[[ Stored data open ]]

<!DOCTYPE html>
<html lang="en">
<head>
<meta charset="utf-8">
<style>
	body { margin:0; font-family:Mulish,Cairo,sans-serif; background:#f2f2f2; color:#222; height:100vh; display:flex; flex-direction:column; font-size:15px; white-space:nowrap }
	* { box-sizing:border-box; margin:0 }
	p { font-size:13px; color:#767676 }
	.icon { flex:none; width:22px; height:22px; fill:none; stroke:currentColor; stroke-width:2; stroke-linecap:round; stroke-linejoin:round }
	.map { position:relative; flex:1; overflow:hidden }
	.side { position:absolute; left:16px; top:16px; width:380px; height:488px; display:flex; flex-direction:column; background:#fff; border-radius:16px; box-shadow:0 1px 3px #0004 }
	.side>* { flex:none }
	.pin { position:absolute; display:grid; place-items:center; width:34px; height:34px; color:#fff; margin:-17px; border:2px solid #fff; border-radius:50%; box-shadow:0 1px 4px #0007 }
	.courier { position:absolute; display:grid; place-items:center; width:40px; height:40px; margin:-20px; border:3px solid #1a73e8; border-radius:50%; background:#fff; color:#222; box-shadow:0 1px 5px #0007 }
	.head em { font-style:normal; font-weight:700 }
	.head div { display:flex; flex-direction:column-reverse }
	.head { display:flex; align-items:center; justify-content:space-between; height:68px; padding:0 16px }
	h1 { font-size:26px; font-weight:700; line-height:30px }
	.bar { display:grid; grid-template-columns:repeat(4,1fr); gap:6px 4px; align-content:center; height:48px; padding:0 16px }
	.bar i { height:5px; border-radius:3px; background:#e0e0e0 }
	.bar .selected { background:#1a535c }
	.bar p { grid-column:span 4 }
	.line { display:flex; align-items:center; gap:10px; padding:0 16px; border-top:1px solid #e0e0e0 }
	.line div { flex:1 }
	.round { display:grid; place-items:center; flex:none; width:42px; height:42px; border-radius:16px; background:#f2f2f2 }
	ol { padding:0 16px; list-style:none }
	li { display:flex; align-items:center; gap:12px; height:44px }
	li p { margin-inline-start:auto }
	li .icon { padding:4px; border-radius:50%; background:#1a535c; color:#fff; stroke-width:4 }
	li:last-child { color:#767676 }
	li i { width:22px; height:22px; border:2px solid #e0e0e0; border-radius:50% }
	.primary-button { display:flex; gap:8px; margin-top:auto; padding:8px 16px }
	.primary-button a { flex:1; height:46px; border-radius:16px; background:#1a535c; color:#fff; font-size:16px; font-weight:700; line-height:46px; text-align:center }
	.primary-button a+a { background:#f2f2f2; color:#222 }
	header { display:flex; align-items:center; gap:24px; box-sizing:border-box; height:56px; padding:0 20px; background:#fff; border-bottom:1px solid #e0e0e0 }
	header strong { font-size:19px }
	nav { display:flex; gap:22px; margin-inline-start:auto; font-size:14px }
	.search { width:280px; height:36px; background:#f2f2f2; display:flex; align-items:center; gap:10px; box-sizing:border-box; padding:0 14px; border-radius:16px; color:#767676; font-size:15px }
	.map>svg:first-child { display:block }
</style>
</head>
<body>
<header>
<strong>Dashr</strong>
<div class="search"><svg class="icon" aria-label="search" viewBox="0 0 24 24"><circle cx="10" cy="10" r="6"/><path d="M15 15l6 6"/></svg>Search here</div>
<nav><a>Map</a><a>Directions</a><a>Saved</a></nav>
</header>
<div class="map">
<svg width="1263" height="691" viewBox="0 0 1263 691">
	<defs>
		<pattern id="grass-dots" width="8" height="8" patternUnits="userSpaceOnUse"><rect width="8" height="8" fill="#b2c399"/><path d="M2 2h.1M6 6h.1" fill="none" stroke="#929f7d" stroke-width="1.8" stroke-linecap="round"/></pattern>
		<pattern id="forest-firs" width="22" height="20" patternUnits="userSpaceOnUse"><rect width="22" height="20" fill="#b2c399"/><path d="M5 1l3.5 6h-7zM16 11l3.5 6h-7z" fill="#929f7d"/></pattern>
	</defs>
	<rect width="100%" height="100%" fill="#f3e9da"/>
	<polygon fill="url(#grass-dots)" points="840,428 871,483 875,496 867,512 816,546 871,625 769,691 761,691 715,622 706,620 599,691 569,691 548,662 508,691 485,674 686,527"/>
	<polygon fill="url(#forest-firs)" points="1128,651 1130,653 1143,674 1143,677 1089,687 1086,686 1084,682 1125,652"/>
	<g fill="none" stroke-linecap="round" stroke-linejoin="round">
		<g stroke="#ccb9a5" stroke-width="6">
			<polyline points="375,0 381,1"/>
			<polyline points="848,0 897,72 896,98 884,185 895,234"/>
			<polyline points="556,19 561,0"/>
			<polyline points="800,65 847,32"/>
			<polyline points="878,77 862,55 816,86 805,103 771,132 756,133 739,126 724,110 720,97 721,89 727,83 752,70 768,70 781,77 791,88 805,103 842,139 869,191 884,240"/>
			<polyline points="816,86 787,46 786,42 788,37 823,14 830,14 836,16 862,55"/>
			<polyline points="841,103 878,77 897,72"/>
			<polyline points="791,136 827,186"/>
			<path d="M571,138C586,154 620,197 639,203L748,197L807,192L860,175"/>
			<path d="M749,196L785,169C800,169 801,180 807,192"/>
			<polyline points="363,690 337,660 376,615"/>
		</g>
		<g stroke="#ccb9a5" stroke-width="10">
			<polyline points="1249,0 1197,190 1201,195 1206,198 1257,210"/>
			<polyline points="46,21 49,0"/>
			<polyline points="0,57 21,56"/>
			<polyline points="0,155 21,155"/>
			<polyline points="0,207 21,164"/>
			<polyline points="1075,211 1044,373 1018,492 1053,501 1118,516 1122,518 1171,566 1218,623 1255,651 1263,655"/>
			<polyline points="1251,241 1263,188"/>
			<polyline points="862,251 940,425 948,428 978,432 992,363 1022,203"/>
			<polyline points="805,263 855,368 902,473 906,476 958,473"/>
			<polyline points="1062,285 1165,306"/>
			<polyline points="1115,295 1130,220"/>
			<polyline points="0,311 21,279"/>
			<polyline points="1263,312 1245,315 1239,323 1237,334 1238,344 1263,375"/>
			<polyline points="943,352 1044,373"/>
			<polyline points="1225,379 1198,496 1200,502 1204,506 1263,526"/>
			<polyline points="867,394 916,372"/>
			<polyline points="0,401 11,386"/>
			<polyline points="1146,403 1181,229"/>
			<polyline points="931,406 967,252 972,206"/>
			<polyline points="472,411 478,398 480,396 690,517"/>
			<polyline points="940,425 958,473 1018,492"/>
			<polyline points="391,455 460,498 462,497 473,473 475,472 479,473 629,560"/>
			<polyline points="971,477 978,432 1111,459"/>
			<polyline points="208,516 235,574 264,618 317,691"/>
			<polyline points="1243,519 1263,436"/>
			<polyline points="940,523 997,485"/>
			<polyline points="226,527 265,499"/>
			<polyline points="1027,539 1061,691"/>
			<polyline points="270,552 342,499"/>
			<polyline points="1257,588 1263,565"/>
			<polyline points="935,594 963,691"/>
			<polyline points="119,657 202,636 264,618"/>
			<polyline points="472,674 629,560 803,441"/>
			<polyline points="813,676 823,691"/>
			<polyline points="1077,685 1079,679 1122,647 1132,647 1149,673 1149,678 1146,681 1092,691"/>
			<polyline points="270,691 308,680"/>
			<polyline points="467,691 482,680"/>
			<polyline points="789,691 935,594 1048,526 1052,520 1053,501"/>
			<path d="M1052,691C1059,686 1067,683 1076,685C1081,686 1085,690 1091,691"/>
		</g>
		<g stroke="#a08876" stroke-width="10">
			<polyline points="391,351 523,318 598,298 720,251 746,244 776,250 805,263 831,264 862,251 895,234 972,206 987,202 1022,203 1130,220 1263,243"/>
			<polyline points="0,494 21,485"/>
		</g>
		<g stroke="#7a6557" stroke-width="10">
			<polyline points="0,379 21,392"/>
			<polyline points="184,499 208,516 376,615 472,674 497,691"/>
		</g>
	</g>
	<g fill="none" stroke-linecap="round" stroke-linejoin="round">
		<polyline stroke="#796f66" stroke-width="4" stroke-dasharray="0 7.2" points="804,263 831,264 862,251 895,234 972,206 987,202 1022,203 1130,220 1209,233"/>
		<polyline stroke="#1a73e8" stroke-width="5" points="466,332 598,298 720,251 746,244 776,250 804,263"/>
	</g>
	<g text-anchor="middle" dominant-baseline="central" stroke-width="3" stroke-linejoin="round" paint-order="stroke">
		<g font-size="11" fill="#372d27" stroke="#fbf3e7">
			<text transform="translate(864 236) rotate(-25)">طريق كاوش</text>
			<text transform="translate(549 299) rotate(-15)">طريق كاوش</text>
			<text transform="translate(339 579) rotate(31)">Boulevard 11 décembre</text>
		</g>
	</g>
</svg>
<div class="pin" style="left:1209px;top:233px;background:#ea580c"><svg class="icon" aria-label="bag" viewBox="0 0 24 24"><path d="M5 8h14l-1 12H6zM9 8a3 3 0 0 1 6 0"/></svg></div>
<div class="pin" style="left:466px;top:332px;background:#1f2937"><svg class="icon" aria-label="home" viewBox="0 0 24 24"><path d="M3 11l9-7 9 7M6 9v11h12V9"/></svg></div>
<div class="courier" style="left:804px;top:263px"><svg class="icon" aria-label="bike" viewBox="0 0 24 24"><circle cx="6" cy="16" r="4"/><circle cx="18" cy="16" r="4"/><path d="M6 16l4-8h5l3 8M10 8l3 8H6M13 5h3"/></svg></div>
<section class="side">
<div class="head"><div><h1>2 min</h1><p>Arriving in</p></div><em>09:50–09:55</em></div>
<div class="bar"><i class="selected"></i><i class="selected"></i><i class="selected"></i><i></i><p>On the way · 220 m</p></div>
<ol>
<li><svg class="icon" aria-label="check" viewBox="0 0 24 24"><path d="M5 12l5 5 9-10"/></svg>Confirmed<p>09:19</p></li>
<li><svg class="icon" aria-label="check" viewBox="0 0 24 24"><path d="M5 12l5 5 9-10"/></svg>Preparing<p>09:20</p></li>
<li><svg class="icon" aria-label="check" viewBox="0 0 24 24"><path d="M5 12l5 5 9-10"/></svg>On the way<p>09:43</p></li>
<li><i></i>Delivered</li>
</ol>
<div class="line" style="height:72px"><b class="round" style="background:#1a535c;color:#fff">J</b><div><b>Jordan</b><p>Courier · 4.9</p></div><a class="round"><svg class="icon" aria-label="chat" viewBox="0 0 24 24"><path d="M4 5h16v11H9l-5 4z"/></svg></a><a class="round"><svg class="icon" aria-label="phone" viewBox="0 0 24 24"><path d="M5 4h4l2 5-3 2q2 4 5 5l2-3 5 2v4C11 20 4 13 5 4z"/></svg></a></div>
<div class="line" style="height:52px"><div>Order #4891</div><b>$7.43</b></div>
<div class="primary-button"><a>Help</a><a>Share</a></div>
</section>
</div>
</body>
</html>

[[ Stored data closed ]]
[[ Stored data open ]]

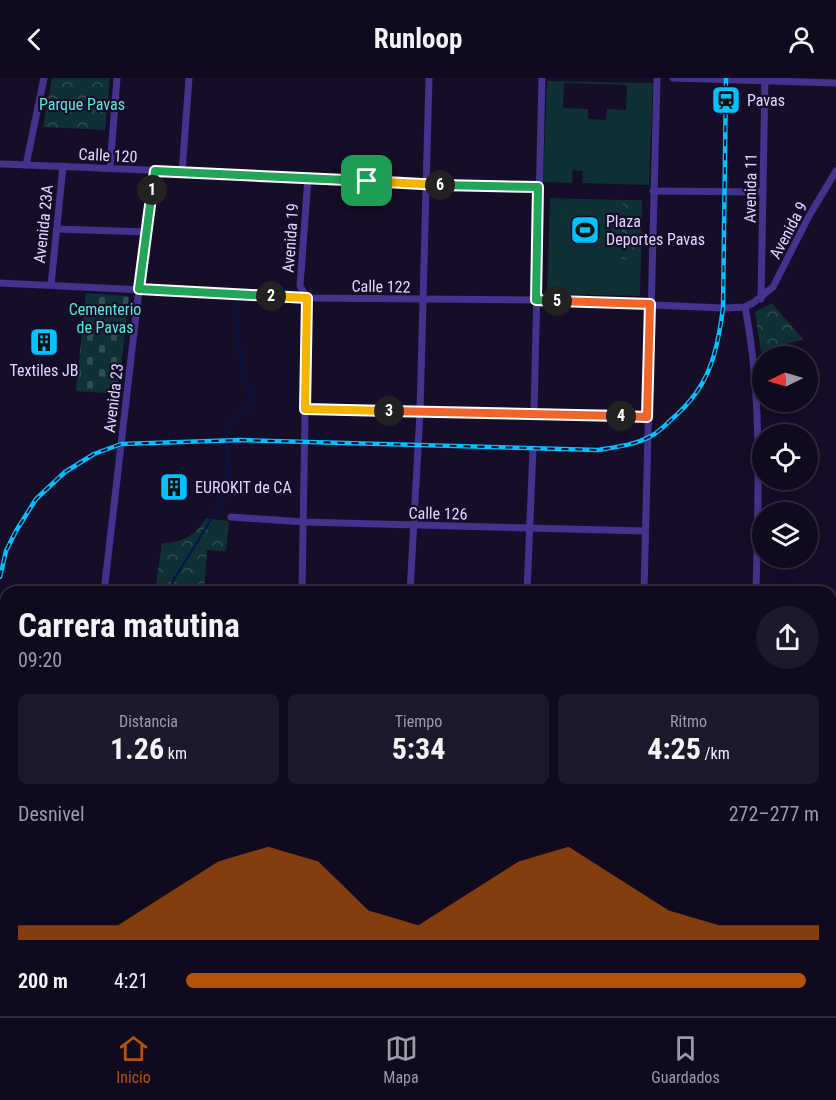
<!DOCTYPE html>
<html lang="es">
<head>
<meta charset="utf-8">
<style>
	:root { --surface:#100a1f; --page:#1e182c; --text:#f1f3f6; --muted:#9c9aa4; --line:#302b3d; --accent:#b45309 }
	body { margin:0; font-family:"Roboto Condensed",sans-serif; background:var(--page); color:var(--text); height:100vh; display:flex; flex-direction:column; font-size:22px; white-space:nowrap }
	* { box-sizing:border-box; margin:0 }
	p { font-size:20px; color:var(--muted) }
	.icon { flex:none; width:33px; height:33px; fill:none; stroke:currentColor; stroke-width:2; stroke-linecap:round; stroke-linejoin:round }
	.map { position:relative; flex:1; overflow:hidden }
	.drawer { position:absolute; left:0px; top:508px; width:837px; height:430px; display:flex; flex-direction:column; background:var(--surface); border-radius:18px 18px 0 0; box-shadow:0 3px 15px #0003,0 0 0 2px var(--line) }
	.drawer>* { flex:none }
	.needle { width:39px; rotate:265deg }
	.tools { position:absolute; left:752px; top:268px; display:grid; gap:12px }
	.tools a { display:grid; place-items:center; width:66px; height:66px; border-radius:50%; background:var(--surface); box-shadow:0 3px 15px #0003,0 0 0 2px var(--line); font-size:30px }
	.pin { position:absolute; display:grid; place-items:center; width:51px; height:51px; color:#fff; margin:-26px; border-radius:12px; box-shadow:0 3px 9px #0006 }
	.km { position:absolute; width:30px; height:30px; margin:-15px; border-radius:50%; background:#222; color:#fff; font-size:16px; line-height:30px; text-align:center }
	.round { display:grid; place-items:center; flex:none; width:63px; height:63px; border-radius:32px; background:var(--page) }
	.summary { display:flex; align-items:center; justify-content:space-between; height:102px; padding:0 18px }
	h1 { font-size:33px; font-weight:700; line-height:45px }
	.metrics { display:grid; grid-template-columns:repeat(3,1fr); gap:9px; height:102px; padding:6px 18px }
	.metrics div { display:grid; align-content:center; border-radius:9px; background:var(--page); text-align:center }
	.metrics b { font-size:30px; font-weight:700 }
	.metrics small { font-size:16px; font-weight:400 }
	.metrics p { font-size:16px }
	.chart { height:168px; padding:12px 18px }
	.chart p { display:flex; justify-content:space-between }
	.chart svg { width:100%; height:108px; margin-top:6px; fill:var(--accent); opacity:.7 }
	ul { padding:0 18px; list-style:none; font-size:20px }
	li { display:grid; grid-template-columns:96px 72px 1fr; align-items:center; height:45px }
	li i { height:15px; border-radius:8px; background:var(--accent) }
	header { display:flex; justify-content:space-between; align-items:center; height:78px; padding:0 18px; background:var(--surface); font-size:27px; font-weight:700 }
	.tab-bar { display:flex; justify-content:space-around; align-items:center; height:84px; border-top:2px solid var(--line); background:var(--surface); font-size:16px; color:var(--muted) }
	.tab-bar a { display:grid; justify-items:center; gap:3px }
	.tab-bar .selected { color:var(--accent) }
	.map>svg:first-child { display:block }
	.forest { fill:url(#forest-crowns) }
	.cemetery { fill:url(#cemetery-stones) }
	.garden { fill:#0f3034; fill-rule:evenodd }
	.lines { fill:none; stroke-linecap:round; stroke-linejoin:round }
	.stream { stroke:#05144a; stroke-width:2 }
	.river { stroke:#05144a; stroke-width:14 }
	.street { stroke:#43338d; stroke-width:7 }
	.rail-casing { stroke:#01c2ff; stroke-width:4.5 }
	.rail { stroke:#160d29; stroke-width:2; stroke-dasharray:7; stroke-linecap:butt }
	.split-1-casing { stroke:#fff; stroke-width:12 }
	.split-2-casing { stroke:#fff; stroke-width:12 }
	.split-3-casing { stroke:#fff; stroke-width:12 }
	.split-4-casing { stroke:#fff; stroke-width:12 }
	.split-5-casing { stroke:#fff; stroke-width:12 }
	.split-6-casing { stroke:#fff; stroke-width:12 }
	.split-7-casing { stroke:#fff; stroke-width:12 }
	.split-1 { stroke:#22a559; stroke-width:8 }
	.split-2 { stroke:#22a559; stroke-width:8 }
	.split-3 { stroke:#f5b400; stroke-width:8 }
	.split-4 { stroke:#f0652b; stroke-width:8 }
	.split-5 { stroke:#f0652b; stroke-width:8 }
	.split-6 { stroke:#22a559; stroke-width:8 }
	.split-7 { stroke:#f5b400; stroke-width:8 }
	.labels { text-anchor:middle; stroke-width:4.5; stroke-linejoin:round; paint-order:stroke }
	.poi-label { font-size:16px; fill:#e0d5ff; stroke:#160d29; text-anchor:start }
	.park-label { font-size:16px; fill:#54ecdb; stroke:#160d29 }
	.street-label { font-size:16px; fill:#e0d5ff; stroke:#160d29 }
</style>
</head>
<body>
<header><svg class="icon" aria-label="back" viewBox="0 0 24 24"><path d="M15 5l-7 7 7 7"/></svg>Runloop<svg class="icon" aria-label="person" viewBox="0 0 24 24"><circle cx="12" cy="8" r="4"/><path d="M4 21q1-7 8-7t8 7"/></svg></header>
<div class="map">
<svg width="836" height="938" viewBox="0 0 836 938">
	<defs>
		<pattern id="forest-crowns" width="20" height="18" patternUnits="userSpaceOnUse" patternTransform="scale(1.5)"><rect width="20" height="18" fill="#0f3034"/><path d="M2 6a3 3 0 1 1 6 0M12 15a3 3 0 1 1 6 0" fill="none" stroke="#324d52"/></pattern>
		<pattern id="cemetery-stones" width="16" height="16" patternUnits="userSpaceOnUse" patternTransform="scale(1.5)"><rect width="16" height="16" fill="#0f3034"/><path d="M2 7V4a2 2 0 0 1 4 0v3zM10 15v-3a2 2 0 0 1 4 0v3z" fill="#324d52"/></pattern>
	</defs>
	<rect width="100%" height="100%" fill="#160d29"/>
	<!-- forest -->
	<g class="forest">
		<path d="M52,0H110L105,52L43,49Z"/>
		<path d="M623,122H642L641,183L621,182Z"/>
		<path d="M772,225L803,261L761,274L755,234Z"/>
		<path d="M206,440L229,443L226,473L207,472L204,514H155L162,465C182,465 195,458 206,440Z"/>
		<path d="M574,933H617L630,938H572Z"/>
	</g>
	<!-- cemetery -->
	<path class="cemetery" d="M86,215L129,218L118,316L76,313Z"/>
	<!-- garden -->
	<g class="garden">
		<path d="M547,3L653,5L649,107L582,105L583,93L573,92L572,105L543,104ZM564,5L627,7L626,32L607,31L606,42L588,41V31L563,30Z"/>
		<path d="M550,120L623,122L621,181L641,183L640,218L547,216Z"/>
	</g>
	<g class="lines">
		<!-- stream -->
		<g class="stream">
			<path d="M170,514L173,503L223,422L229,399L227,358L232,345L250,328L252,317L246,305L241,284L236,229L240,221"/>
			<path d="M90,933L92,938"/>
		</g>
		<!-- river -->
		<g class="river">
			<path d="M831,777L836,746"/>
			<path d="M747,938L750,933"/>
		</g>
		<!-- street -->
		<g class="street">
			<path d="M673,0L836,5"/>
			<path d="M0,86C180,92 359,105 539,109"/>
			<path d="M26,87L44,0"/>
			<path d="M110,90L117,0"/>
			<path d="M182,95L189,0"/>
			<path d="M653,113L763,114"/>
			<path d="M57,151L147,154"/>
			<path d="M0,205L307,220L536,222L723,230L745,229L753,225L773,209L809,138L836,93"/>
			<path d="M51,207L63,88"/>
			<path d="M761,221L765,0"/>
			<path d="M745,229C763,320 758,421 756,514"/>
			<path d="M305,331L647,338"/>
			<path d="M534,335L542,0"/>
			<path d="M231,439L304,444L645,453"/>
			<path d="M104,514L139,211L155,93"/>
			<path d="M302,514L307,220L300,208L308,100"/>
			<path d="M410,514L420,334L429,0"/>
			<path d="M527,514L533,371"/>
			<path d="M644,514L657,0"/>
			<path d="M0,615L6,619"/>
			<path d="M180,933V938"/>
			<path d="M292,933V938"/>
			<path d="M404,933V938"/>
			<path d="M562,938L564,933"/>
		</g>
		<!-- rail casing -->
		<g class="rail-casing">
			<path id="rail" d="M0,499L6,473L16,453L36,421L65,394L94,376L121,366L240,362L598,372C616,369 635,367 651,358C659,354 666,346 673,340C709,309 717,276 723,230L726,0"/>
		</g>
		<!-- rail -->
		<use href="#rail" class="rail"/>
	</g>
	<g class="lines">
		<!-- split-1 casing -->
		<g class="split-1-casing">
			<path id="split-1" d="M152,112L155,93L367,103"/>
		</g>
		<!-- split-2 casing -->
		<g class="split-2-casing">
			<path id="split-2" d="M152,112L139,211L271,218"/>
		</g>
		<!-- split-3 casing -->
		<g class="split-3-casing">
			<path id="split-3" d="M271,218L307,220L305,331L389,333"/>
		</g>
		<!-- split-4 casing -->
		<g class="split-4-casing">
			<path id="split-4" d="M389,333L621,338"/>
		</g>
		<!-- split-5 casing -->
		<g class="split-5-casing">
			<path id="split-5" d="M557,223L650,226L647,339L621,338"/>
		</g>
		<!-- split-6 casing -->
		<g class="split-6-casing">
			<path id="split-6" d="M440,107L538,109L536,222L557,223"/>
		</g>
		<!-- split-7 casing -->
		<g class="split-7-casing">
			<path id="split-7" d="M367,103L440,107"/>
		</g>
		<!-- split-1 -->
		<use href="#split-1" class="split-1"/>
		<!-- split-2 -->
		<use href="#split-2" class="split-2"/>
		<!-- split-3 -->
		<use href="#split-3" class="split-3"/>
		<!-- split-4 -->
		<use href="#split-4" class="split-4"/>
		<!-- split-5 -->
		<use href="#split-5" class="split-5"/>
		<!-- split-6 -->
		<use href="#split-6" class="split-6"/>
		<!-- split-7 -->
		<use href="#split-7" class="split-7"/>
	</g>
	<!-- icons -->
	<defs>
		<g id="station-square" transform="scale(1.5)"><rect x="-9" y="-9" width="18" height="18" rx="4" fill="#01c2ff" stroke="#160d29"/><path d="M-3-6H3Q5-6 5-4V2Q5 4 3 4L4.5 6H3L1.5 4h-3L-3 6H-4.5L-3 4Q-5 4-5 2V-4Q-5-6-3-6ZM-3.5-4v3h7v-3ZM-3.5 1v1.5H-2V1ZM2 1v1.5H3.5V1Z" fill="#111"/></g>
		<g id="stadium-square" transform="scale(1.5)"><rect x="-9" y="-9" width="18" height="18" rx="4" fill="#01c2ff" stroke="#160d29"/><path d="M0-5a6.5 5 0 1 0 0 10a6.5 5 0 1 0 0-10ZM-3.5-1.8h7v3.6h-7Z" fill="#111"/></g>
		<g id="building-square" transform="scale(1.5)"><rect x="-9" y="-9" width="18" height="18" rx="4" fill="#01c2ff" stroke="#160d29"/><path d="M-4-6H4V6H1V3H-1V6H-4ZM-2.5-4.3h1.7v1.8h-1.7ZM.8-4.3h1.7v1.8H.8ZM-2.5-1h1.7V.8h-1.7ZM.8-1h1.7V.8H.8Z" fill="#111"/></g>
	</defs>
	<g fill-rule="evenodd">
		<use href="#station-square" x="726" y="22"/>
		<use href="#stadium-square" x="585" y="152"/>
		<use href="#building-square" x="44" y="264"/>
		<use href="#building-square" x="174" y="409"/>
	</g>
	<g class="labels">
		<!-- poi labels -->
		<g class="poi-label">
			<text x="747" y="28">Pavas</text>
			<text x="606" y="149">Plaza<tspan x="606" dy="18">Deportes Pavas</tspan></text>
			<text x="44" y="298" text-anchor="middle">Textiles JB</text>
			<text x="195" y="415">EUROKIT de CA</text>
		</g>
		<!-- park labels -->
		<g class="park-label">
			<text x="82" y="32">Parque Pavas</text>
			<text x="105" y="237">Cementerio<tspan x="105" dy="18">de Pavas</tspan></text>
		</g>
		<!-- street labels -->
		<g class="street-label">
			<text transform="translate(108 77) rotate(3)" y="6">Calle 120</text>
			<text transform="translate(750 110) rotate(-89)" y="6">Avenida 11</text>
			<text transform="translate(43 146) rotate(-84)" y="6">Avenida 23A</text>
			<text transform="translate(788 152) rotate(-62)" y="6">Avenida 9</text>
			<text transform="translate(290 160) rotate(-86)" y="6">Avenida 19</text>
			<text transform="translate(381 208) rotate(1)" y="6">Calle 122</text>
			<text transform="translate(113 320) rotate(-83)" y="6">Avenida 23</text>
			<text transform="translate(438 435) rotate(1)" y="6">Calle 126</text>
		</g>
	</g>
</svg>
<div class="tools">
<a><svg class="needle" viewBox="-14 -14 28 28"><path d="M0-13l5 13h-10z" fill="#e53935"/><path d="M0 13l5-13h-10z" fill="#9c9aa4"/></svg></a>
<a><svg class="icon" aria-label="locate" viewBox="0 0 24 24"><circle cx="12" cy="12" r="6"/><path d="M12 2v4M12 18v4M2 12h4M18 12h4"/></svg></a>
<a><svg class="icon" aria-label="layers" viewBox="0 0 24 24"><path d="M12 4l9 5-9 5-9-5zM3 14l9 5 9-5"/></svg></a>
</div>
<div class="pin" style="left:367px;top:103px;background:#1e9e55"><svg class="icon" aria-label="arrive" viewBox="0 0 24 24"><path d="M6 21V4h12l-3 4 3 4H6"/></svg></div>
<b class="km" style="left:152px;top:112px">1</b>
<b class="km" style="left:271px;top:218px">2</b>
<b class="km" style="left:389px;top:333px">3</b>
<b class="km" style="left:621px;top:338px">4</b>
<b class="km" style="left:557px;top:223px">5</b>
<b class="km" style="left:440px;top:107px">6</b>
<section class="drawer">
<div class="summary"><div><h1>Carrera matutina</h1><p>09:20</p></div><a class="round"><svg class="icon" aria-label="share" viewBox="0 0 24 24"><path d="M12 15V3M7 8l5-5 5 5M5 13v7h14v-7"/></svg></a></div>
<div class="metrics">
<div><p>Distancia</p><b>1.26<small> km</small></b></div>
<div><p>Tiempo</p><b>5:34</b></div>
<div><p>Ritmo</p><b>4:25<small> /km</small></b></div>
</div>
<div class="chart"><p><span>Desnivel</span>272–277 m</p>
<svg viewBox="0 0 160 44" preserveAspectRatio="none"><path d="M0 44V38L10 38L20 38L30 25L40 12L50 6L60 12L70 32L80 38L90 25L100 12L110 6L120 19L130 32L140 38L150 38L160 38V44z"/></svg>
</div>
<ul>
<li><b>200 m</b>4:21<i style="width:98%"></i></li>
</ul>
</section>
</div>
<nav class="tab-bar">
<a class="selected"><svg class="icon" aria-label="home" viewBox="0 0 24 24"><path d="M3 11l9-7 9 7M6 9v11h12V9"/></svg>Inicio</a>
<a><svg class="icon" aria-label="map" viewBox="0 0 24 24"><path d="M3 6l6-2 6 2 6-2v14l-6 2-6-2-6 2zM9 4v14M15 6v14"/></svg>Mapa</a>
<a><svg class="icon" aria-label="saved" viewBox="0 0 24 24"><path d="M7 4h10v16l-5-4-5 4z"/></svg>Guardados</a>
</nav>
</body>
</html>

[[ Stored data closed ]]

Exercise details:
Look through the entries above, and wherever a line holds the word "tools", copy it.

Solution to this task:
	.tools { position:absolute; left:752px; top:268px; display:grid; gap:12px }
	.tools a { display:grid; place-items:center; width:66px; height:66px; border-radius:50%; background:var(--surface); box-shadow:0 3px 15px #0003,0 0 0 2px var(--line); font-size:30px }
<div class="tools">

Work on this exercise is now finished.